[SOLVED] How to split a file according to new lines

massy · 09-22-2018, 03:46 AM

I have a file with a pattern like as below. As it is shown the file is contained two parts: header 1 and header 2. These parts are separated by a new line. I need to save each of one in a separated file such as header1, header2. How to split them by new line in linux?

---Begin header 1 ------
sdkjfdlskf
ldsjfsldk
lkdsjf
---- end header 1 -----

---Begin header 2 ------
sadasd
asdas
asd
---- end header 2 ------

Turbocapitalist · 09-22-2018, 03:56 AM

It's easy enough to do in awk or perl. The former if the spacing in the headers are consistent, the latter if the spacing in the headers is more random (or if perl is more comfortable). Less than ten instructions more or less ought to do it in either.

Which do you prefer, awk or perl?

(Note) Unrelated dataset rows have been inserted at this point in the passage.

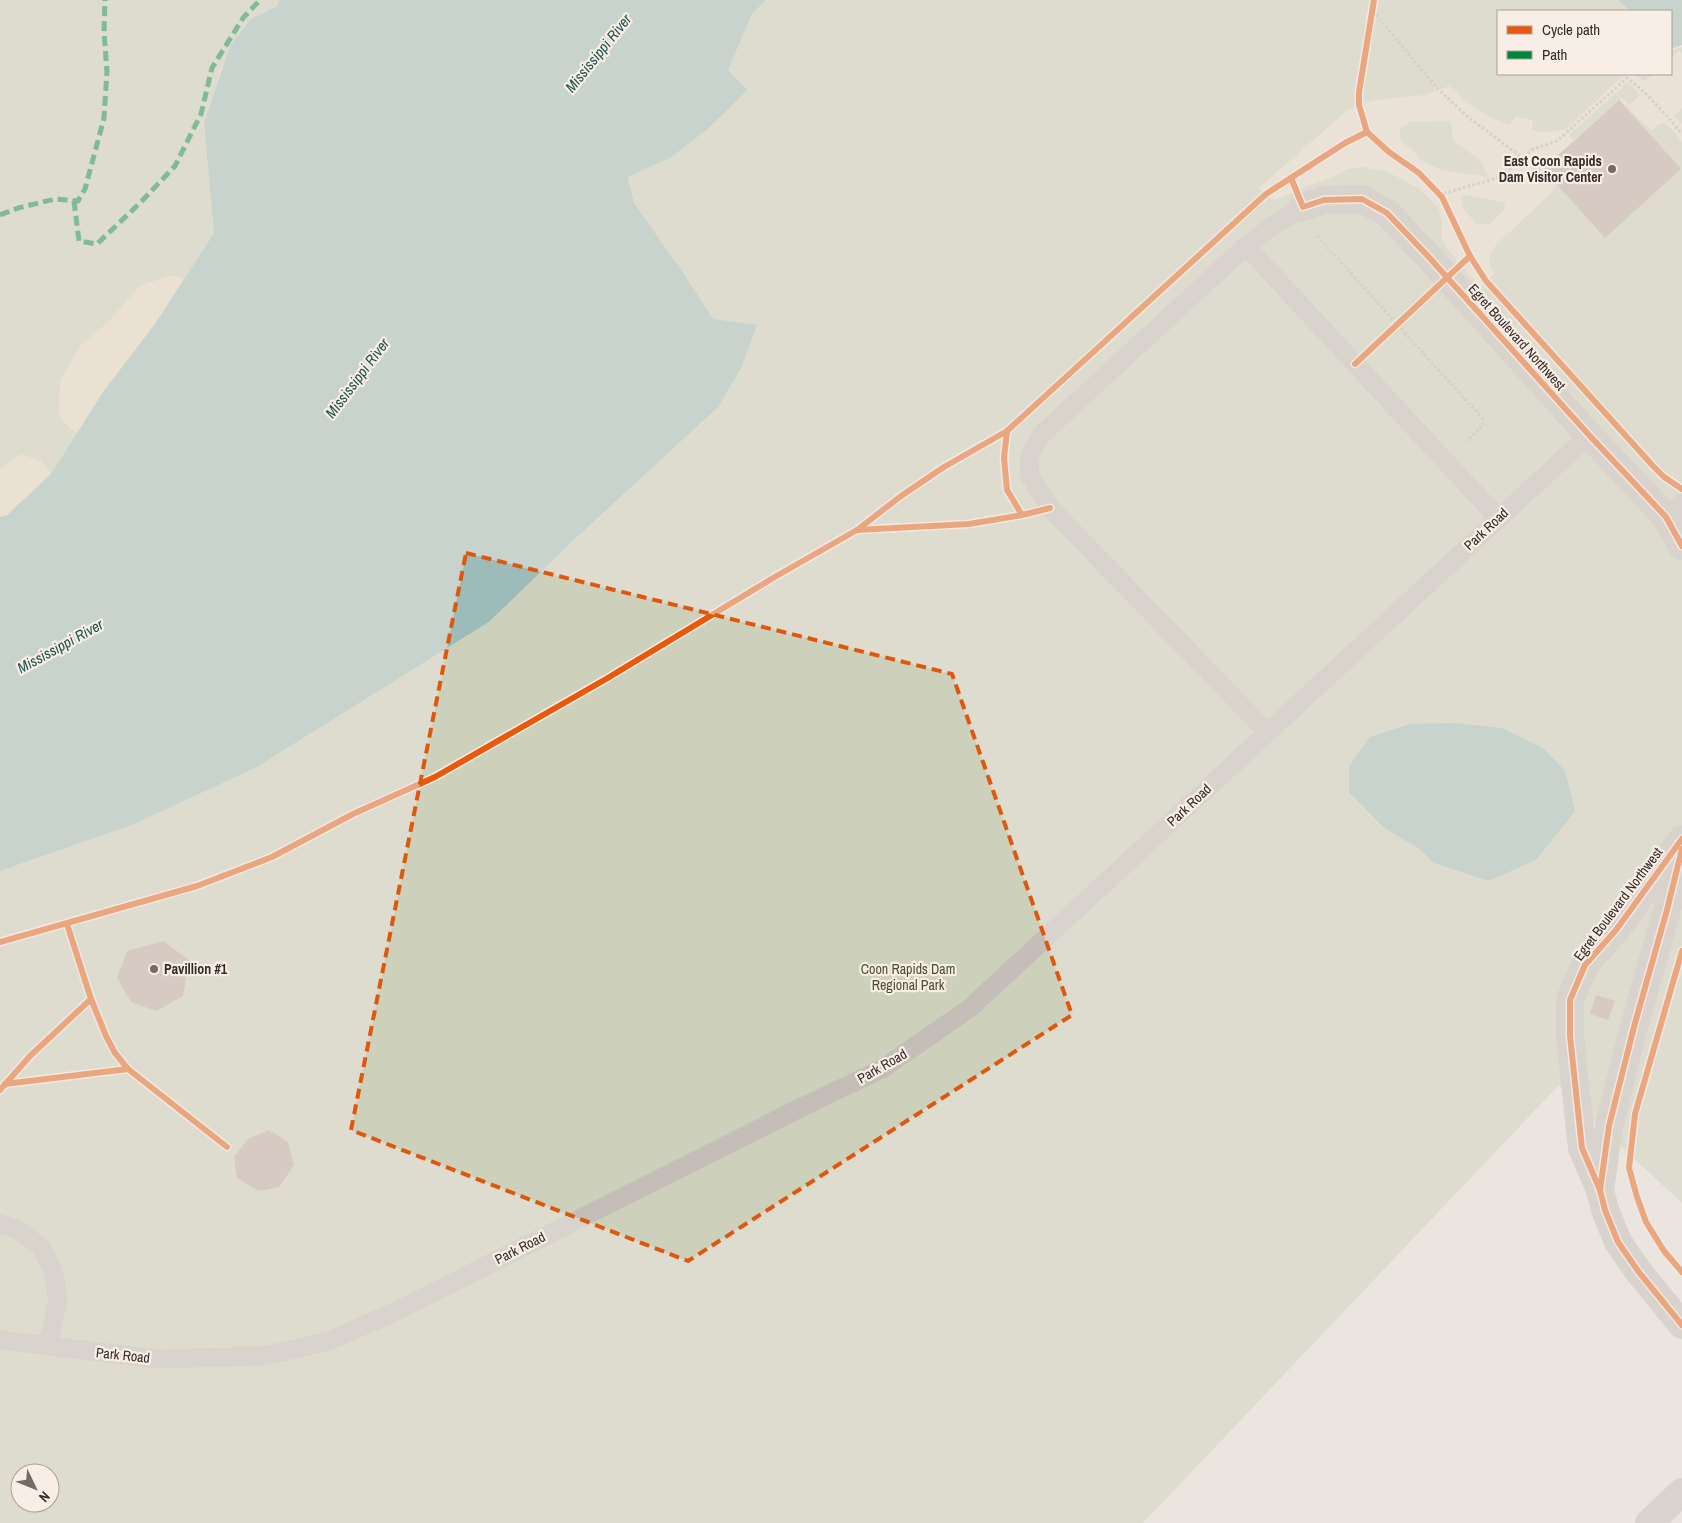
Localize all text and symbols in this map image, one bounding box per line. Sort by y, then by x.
water label: Mississippi River [560,9,637,97]
legend [1497,10,1672,75]
text: Cycle path [1542,19,1600,40]
text: Path [1542,44,1567,65]
place label: East Coon Rapids Dam Visitor Center [1499,152,1603,186]
marker: East Coon Rapids Dam Visitor Center [1606,163,1618,175]
street label: Egret Boulevard Northwest [1464,280,1570,394]
water label: Mississippi River [320,333,395,422]
street label: Park Road [1460,504,1512,554]
water label: Mississippi River [13,613,107,678]
street label: Park Road [1163,780,1215,830]
street label: Egret Boulevard Northwest [1570,844,1666,964]
place label: Pavillion #1 [164,960,228,978]
park label: Coon Rapids Dam Regional Park [861,960,955,994]
marker: Pavillion #1 [148,963,160,975]
street label: Park Road [854,1045,910,1087]
street label: Park Road [492,1228,548,1268]
street label: Park Road [95,1343,151,1367]
north arrow [10,1463,60,1513]
text: N [35,1488,54,1506]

Also, can you please show your script so far so we can see where you are at and which approach you are trying?

massy · 09-22-2018, 05:53 AM

Quote:

Originally Posted by Turbocapitalist

It's easy enough to do in awk or perl. The former if the spacing in the headers are consistent, the latter if the spacing in the headers is more random (or if perl is more comfortable). Less than ten instructions more or less ought to do it in either.

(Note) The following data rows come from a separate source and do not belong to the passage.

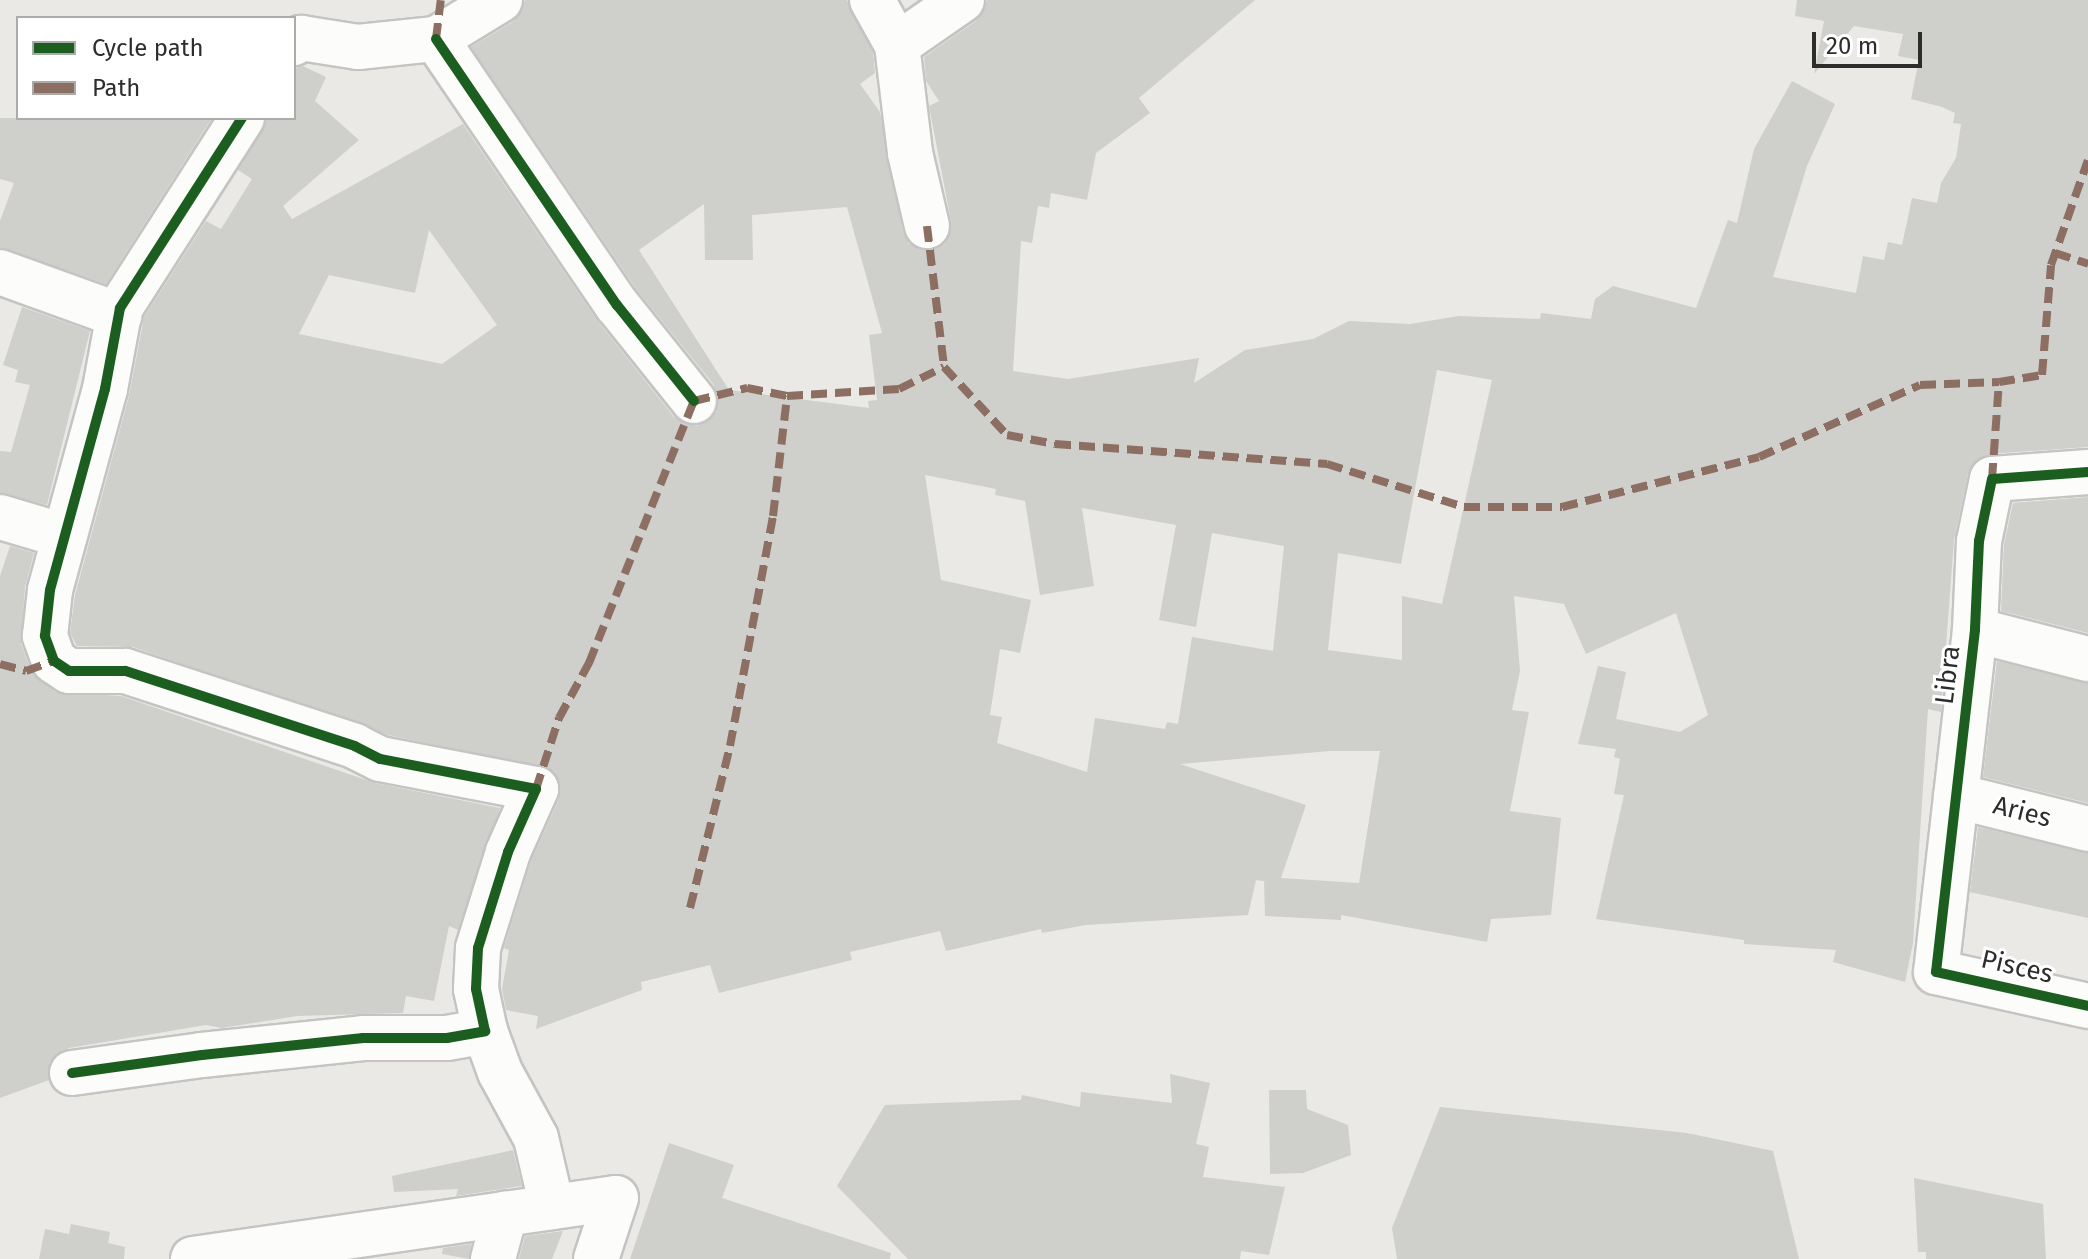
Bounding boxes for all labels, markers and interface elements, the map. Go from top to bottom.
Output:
legend [16,16,296,120]
scale bar [1816,16,1926,66]
text: 20 m [1826,32,1878,60]
text: Cycle path [92,34,204,62]
text: Path [92,74,140,102]
street label: Libra [1929,644,1967,706]
street label: Aries [1990,790,2054,834]
street label: Pisces [1978,944,2056,990]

Which do you prefer, awk or perl? Also, can you please show your script so far so we can see where you are at and which approach you are trying?

I didn't write script, yet. But I prefer awk, do u know how to use it?

Turbocapitalist · 09-22-2018, 05:58 AM

Yes, but we're here to help you learn to write it rather than write it for you.

There are several approaches. One would be:

check for the begin header and capture the part to be included in the file name, plus toggle a flag
check for the end header and toggle the flag
if the flag is set, redirect output to a calculated file name and then print

How familiar are you with awk? Which version of awk do you have?

lougavulin · 09-22-2018, 06:30 AM

If headers are consistent and you wish to keep them into the new files, another approach with awk could be :

- Detect the begin header, use it to set the filename.
- Print all lines between the begin and end headers into a file with the filename set in previous instruction.

Awk can work on a range of lines surrounded by borders.

Code:

/beginning/,/ending/ {...}

massy · 09-23-2018, 03:08 AM

Quote:

Originally Posted by lougavulin

If headers are consistent and you wish to keep them into the new files, another approach with awk could be :

- Detect the begin header, use it to set the filename.
- Print all lines between the begin and end headers into a file with the filename set in previous instruction.

Awk can work on a range of lines surrounded by borders.

Code:

/beginning/,/ending/ {...}

I used it:
awk '/-----BEGIN/{flag=1}flag > file1;/-----END/{flag=0}' domain-crt.txt

but it doesn't separate the output in two separated files!

massy · 09-23-2018, 03:41 AM

Quote:

Originally Posted by Turbocapitalist

Yes, but we're here to help you learn to write it rather than write it for you.

There are several approaches. One would be:

check for the begin header and capture the part to be included in the file name, plus toggle a flag
check for the end header and toggle the flag
if the flag is set, redirect output to a calculated file name and then print

How familiar are you with awk? Which version of awk do you have?

I used it:
awk '/-----BEGIN/{flag=1}flag > file1;/-----END/{flag=0}' domain-crt.txt

but it doesn't separate the output in two separated files!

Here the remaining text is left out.